■ Requirement
Reproduce, from the lines below, exactly the stretch that begins at the line containing "translate:-50% -50%; white-space:nowrap;" and ends at the line containing "display:flex; align-items:center; gap:14px;", both included.

■ Records to use
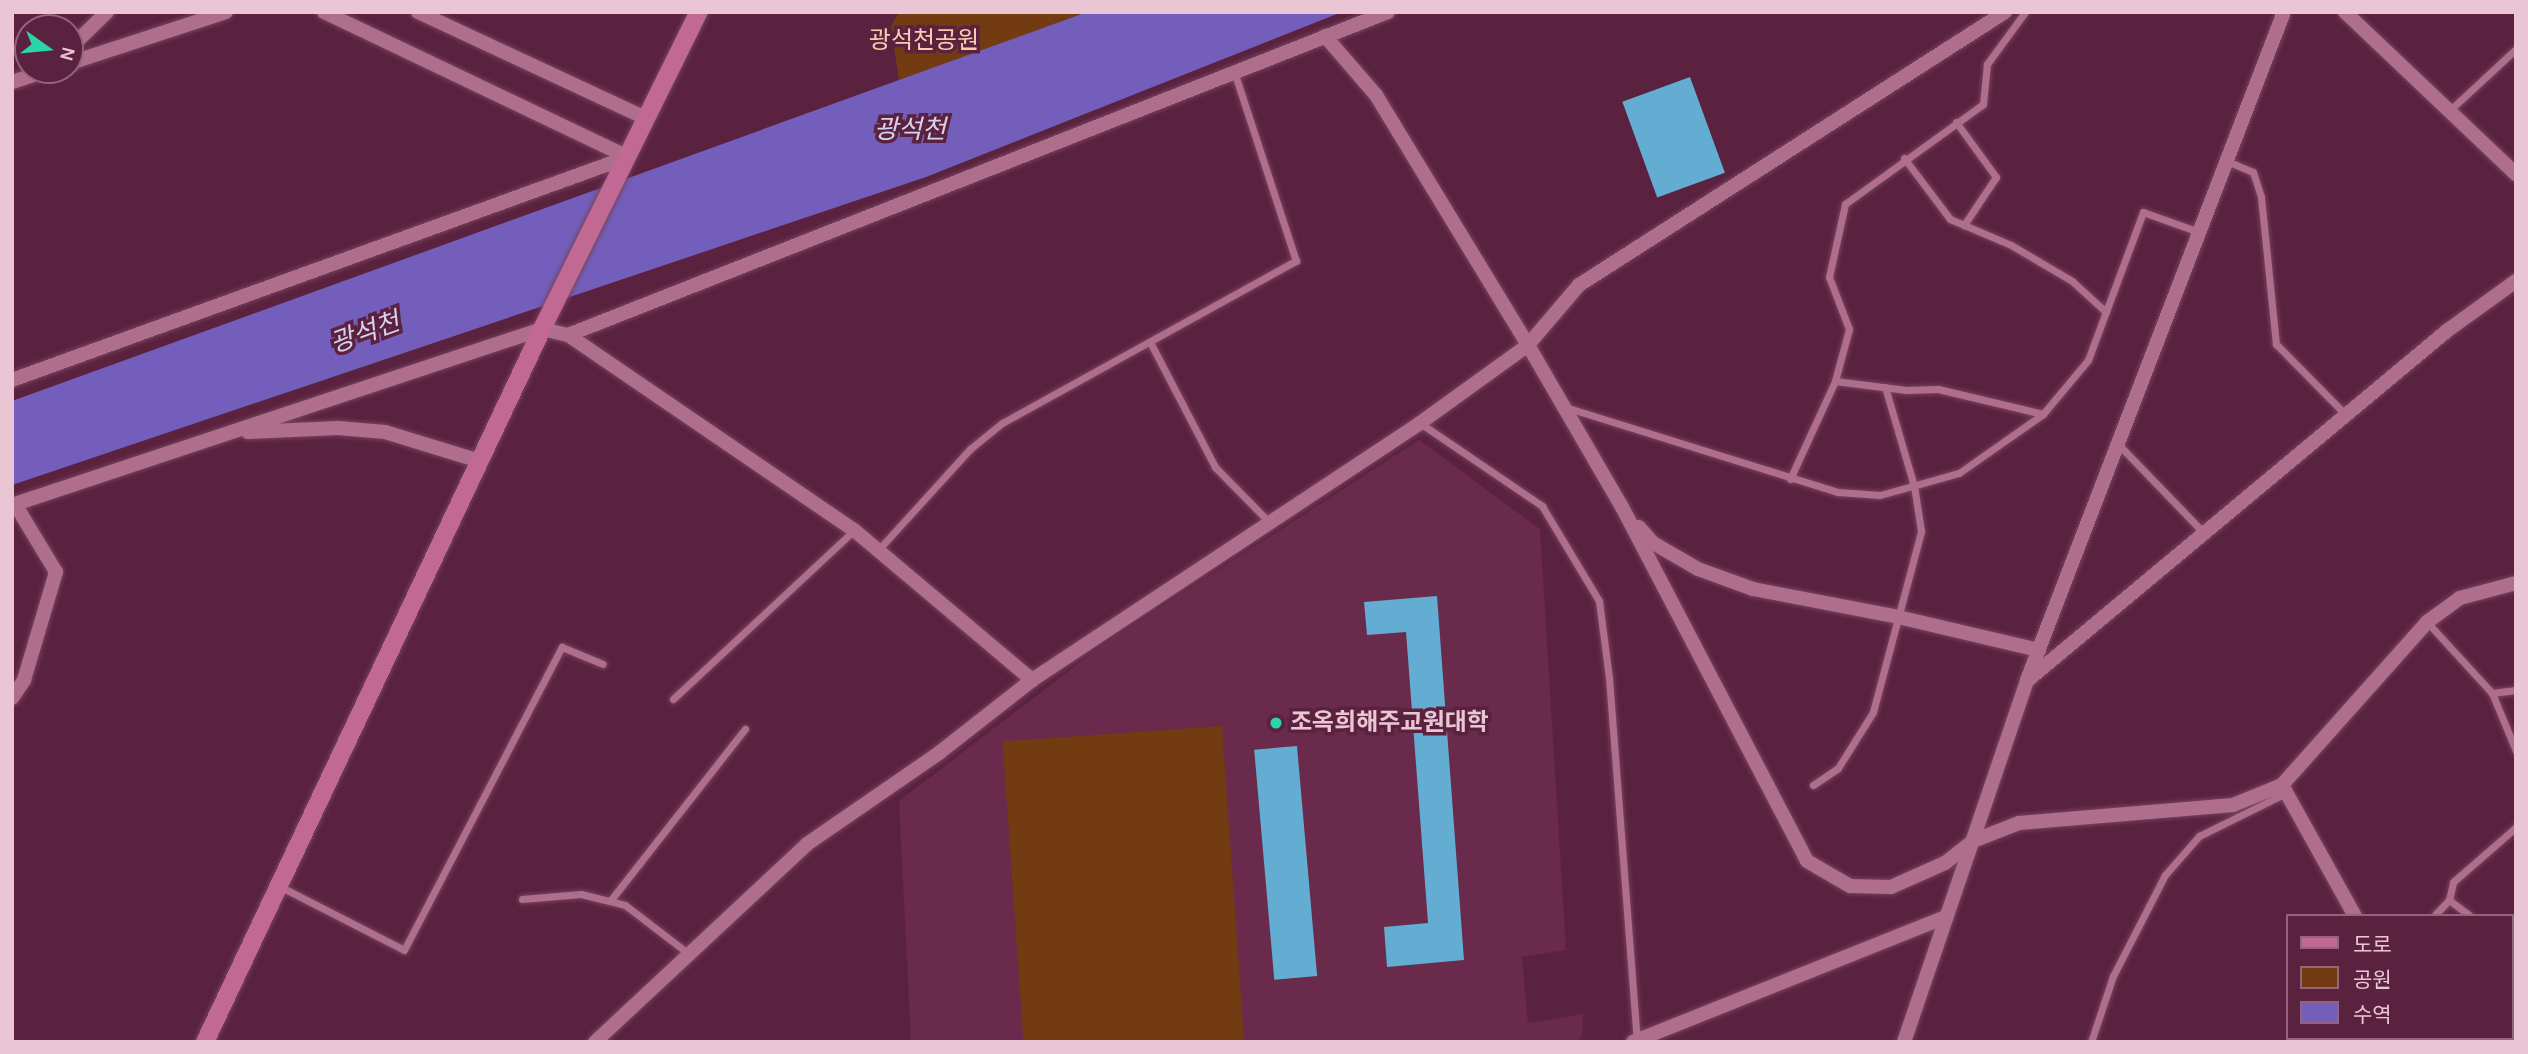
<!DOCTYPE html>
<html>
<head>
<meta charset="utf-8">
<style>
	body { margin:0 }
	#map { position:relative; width:2528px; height:1054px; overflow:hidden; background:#5b223f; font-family:Karla,"Noto Sans KR",sans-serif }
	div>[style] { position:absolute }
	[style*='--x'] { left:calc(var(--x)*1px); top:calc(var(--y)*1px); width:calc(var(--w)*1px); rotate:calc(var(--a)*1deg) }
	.built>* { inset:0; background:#6a2a4b }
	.green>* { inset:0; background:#733b12; transform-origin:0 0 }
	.water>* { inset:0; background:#745ebb }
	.building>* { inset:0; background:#63add2; transform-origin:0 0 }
	.roads { filter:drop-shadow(0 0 2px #75435d) drop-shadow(0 0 2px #75435d) }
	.street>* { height:7px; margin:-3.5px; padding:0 3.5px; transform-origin:3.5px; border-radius:3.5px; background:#af6e8b }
	.secondary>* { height:14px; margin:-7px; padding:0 7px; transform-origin:7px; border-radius:7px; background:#af6e8b }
	.primary>* { height:18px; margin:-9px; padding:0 9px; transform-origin:9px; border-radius:9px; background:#c16992 }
	.dots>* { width:19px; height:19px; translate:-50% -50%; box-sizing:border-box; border:4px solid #5b223f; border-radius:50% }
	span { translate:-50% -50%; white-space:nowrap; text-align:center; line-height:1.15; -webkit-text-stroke:7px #5b223f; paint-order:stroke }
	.park-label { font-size:24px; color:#fdccaf }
	.poi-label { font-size:24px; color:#eac6d4; font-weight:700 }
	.left { translate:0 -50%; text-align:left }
	.water-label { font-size:26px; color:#d5d2eb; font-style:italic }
	.frame { position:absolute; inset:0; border:14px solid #eac6d4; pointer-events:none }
	.legend { position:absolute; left:2286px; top:914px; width:228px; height:126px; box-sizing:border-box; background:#5b223f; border:2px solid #94647b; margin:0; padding:9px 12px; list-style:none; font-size:21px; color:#eac6d4 }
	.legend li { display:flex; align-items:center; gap:14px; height:35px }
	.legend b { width:35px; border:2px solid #94647b }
	.north { position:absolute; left:14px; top:14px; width:70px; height:70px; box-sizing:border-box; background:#5b223f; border:2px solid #94647b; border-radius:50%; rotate:105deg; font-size:19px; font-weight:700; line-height:28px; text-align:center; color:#eac6d4 }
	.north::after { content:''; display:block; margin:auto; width:24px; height:32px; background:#2ad5ac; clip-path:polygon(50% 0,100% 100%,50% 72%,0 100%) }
</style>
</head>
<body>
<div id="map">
	<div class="built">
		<div style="clip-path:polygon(1419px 440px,1540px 529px,1566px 950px,1522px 957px,1528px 1023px,1583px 1014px,1582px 1036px,1576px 1042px,911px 1042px,899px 801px,1104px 644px)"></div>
	</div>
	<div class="green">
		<div style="clip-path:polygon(899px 12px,1087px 12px,899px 81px,891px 26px)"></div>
		<div style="left:1222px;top:726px;width:317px;height:220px;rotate:86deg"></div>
	</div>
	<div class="water">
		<div style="clip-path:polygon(1087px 12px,1342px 12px,926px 177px,12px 485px,12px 401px)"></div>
	</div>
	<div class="building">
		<div style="left:1690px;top:77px;width:102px;height:72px;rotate:70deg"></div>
		<div style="clip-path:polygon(1437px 596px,1464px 960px,1387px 967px,1384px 927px,1428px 923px,1406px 632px,1367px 635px,1364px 602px)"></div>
		<div style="left:1297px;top:746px;width:231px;height:43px;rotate:85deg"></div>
	</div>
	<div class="roads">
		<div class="street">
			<div style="--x:2449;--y:111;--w:91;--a:-42.8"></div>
			<div style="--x:1956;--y:122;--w:68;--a:54"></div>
			<div style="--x:1996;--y:177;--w:58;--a:123.7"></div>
			<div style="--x:1904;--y:158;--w:76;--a:53"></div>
			<div style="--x:1950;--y:219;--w:66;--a:23.1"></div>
			<div style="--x:2011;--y:245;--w:71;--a:30.5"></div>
			<div style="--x:2072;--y:281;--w:46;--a:42.4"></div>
			<div style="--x:2227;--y:161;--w:28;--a:23"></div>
			<div style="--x:2253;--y:172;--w:26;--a:72"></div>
			<div style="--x:2261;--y:197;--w:148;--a:84.2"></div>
			<div style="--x:2276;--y:344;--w:100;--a:45.4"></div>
			<div style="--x:1150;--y:342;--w:141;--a:62.5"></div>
			<div style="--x:1215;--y:467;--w:78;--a:45.5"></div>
			<div style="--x:1835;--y:381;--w:72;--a:7.2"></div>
			<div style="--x:1906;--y:390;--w:32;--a:-2"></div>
			<div style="--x:1938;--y:389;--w:108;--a:13.4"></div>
			<div style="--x:1565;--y:407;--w:286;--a:17.3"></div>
			<div style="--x:1838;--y:492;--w:42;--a:4.1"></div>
			<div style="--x:1880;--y:495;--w:82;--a:-15.6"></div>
			<div style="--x:1959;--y:473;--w:103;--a:-35.1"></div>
			<div style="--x:2043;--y:414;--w:70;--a:-50.2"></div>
			<div style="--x:2088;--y:360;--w:158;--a:-69.6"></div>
			<div style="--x:2143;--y:212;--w:59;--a:19.7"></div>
			<div style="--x:1420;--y:423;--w:148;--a:34.2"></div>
			<div style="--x:1542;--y:506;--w:111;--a:59"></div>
			<div style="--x:1599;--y:601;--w:78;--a:82.6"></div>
			<div style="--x:1609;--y:678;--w:363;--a:85.6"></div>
			<div style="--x:2118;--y:444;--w:124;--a:46"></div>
			<div style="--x:1790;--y:479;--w:108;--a:-65.3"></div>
			<div style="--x:1835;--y:381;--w:54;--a:-74.9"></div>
			<div style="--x:1849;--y:329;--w:56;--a:-111"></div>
			<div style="--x:1829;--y:277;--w:75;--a:-77.6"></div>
			<div style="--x:1845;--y:204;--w:170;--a:-35.9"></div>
			<div style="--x:1983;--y:104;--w:40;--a:-84.3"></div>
			<div style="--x:1987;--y:64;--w:64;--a:-53.8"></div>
			<div style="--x:879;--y:549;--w:135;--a:-47.7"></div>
			<div style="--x:970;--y:449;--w:41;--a:-39.1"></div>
			<div style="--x:1002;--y:423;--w:336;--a:-28.9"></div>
			<div style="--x:1296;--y:261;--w:200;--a:-108.1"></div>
			<div style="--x:2427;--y:622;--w:96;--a:47.5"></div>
			<div style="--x:2492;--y:693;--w:63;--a:67.5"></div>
			<div style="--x:2492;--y:693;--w:24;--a:-7"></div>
			<div style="--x:673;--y:699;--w:248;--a:-43"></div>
			<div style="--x:1813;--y:785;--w:30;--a:-34"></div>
			<div style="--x:1838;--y:768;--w:66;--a:-58"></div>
			<div style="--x:1873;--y:712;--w:187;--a:-75.1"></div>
			<div style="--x:1921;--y:531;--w:46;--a:-98.8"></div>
			<div style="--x:1914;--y:486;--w:103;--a:-106.3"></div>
			<div style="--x:281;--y:887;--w:138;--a:27.1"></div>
			<div style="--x:404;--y:950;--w:342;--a:-62.5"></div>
			<div style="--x:562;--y:647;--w:44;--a:22.5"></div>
			<div style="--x:522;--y:899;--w:59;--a:-4.8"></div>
			<div style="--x:581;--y:894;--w:45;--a:14"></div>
			<div style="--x:625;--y:905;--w:81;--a:37.4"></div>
			<div style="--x:2449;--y:900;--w:26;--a:37"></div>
			<div style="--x:610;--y:901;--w:219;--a:-51.9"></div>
			<div style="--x:2434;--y:916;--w:22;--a:-47"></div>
			<div style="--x:2449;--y:900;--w:18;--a:-77"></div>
			<div style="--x:2453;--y:882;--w:84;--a:-41.1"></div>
			<div style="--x:2512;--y:947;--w:4;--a:27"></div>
			<div style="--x:2091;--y:1042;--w:70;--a:-71.6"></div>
			<div style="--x:2113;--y:976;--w:114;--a:-62.8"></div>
			<div style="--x:2165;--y:875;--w:52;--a:-48.9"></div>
			<div style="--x:2199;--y:836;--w:97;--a:-26.3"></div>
		</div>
		<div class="secondary">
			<div style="--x:324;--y:12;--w:337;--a:25.5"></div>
			<div style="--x:418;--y:12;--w:253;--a:25"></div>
			<div style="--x:2345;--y:12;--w:236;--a:43.5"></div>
			<div style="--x:1325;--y:36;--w:78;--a:49.2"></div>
			<div style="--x:1376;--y:95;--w:293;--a:58.7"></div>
			<div style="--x:1528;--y:345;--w:187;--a:59.9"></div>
			<div style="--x:1622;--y:507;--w:399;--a:62.4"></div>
			<div style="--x:1807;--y:861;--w:50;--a:30.2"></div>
			<div style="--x:1850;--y:886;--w:41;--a:1.4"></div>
			<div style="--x:1891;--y:887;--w:59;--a:-24"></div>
			<div style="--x:1945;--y:863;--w:36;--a:-38"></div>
			<div style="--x:1973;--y:841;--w:49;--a:-21.4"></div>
			<div style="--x:2019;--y:823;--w:215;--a:-4.8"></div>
			<div style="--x:2233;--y:805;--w:53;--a:-22.2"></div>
			<div style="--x:2282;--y:785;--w:218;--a:-48.3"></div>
			<div style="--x:2427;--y:622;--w:41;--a:-36"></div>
			<div style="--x:2460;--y:598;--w:58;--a:-15"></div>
			<div style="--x:70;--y:48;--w:52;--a:-44.2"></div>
			<div style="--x:70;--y:63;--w:164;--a:-18.1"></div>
			<div style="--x:12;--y:82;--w:40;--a:-18"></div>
			<div style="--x:568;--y:335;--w:346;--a:34.3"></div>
			<div style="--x:854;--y:530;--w:233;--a:40.1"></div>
			<div style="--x:12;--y:380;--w:655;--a:-19.9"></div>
			<div style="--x:248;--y:432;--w:90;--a:-2.5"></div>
			<div style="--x:338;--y:428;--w:47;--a:4.9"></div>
			<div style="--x:385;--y:432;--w:99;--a:17"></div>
			<div style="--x:12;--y:505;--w:558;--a:-18.37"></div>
			<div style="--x:542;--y:329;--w:27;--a:13"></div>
			<div style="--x:568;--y:335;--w:881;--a:-21.5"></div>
			<div style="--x:1639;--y:527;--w:21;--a:49"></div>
			<div style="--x:1653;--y:543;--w:52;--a:30"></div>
			<div style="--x:1698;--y:569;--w:59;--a:20"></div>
			<div style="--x:1753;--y:589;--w:148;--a:10.9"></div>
			<div style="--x:1898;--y:617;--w:145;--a:13.2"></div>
			<div style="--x:2028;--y:680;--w:547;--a:-39.81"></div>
			<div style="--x:2448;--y:330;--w:84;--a:-35.8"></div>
			<div style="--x:12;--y:698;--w:22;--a:-56"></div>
			<div style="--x:24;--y:680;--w:113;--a:-73.5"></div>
			<div style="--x:56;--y:572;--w:79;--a:-121.1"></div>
			<div style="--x:2282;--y:785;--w:150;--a:60.9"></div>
			<div style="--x:2460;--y:1038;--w:6;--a:45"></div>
			<div style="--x:595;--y:1042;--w:290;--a:-43"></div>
			<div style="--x:807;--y:844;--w:160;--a:-34.6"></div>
			<div style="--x:939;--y:753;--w:118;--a:-38.1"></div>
			<div style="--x:1032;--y:680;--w:465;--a:-33.5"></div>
			<div style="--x:1420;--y:423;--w:133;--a:-35.8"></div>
			<div style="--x:1528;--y:345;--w:79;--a:-49.6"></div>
			<div style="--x:1579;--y:285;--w:506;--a:-32.65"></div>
			<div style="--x:1633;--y:1042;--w:337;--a:-21.8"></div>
			<div style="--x:1904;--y:1042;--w:382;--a:-71.2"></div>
			<div style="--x:2027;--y:680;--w:716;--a:-68.96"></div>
		</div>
		<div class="primary">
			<div style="--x:205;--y:1042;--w:789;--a:-64.7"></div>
			<div style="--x:542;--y:329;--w:354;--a:-63.7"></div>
		</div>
	</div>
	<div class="dots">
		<div style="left:1276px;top:723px;background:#2ad5ac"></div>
	</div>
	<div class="park-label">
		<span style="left:924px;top:41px">광석천공원</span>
	</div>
	<div class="poi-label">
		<span class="left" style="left:1290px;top:723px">조옥희해주교원대학</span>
	</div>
	<div class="water-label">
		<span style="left:910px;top:130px">광석천</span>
		<span style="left:365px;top:333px;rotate:-20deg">광석천</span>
	</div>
	<div class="frame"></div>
	<ul class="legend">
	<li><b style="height:9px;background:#c16992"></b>도로</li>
	<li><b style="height:19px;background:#733b12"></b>공원</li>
	<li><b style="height:19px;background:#745ebb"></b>수역</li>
	</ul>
	<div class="north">N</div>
</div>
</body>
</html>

■ Result of the task
	span { translate:-50% -50%; white-space:nowrap; text-align:center; line-height:1.15; -webkit-text-stroke:7px #5b223f; paint-order:stroke }
	.park-label { font-size:24px; color:#fdccaf }
	.poi-label { font-size:24px; color:#eac6d4; font-weight:700 }
	.left { translate:0 -50%; text-align:left }
	.water-label { font-size:26px; color:#d5d2eb; font-style:italic }
	.frame { position:absolute; inset:0; border:14px solid #eac6d4; pointer-events:none }
	.legend { position:absolute; left:2286px; top:914px; width:228px; height:126px; box-sizing:border-box; background:#5b223f; border:2px solid #94647b; margin:0; padding:9px 12px; list-style:none; font-size:21px; color:#eac6d4 }
	.legend li { display:flex; align-items:center; gap:14px; height:35px }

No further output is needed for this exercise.